Consistency is important once there are multiple developers working on a code base. It keeps everybody on the same page. As new developers join, all the projects they look at follow similar rules. SREs who are paged in the middle of the night have an idea what they’re up against.
More things work as expected with fewer surprises.
At smaller organizations, guidelines manage the freedom from less corporate inertia around how to do things. This freedom can easily lead to a much larger variety of practices which can be difficult to rein in later.
Your guidelines don’t exist in isolation. They frequently need institutional support to be effective. For example, if the guidelines state the recommended way to set up automated CI builds requires multiple commits to different repositories with different teams needing to +1 the changes *and* multiple coordinated rollouts, then few projects are going to bother to properly set up CI for their projects. You need to make it easy to do the right thing.
This is what most people think of when they think of guidelines: a document that specifies four-space indents, Allman style braces and that every function have a 10-line Javadoc listing inputs and outputs.

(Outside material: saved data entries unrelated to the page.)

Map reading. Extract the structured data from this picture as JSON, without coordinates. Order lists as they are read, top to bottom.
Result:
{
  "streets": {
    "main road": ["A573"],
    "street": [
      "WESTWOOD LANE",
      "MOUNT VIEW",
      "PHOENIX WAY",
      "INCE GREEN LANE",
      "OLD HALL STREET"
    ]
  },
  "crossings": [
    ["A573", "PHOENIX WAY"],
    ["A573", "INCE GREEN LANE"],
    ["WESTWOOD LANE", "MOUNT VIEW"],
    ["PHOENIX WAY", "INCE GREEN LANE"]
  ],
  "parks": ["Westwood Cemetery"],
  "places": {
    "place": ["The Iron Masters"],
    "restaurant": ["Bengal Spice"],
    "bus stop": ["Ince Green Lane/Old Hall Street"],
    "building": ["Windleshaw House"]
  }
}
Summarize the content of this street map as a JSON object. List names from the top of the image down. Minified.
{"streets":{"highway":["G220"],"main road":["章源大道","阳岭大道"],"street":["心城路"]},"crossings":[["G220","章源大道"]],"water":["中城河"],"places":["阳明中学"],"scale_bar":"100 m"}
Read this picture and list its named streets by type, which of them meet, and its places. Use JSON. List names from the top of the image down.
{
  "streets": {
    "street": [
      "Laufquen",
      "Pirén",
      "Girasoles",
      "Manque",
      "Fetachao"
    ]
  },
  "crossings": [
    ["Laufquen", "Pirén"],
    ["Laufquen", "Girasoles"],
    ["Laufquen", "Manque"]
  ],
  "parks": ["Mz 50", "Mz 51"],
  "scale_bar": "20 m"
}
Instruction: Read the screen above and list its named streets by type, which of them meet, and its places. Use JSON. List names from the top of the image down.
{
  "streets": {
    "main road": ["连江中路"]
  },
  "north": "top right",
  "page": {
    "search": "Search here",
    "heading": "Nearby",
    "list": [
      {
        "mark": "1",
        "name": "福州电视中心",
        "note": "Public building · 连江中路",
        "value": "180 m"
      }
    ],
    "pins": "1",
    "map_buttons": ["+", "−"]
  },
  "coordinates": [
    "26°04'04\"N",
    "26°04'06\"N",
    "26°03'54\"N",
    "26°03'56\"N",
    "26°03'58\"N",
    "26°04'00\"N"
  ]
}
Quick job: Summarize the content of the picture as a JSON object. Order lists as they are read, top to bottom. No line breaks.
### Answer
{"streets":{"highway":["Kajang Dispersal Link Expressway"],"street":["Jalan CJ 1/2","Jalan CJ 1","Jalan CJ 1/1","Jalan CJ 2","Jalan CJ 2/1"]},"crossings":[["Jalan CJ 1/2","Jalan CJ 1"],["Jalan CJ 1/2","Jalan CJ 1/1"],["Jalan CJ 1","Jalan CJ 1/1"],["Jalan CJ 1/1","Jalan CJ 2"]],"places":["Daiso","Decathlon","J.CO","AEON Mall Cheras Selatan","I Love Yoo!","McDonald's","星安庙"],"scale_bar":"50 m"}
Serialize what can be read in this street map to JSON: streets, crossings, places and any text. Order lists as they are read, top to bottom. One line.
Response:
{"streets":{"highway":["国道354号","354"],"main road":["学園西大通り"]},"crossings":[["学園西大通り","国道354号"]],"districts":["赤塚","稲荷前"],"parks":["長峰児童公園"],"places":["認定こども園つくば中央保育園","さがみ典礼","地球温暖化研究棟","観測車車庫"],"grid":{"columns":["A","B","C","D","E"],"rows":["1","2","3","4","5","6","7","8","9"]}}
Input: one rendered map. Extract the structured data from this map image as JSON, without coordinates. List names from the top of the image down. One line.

But beyond that, this section needs to describe not only the “allowed languages”, but how they should be written at your company. Note that this might be at odds with how the chosen languages are written elsewhere. For example, Google famously does not use C++ exceptions. Note that If you plan on deviating substantially from the existing cultural norms for your chosen languages, it’s worth reading the Goals section of Google’s guidelines and similarly Titus Winters’ CppCon talk on “The Philosphy of Google’s C++ code”.
Documenting and/or linking to existing guides also helps people working with this language for the first time in your organization.
This quote from Rob Pike’s “Go Proverbs” sums it up: “Gofmt’s style is no one’s favorite, yet gofmt is everyone’s favorite.” The exact style is less important than the fact that there is consistency. And if a style decision is hard to make, it means both options are fine and just flip a coin.
The Development Process.
Modern software development has lots of steps between writing code in your editor and having it successfully merged into HEAD. This section will have policies in place for each of them.
Some suggested topics:
- commit message format
- how and where code review takes place
- setting up CI
- compiler flags (optimization levels, debug info, warnings)
- expectations for tests, including coverage and policies for unit/integration/end-to-end tests.
- which static analysis tooling to run
- when and how code generation tooling is run and kept updated
- branch usage and naming
- squash/merge and multi-commits vs. rebase/force-push during code review iterations
- issue trackers need size estimates (S/M/L/XL), bug priorities, and workflow documented
- for deployments: staging, canaries, incremental deployments, rollbacks
- documents outlining incident-handling and post-mortems,
A number of these items cover mostly vocabulary and definitions so that everybody is talking the same language.
This will probably be the largest section of your guidelines. It covers a wide range of topics covering how the code you write interacts with the rest of the environment. If the previous section covered *how* you code, this section covers *what* you code.
How does your service integrate itself into the rest of the existing infrastructure?
From the moment your service starts up, it’s going to need to be need information to configure itself. Standard configuration file locations and formats, as well and guides for naming command line flags are useful. Does your service need to reload its configuration in-place while still running, or a graceful restart while not dropping network connections? Should you aim for graceful-shutdowns or crash-only with recovery on startup?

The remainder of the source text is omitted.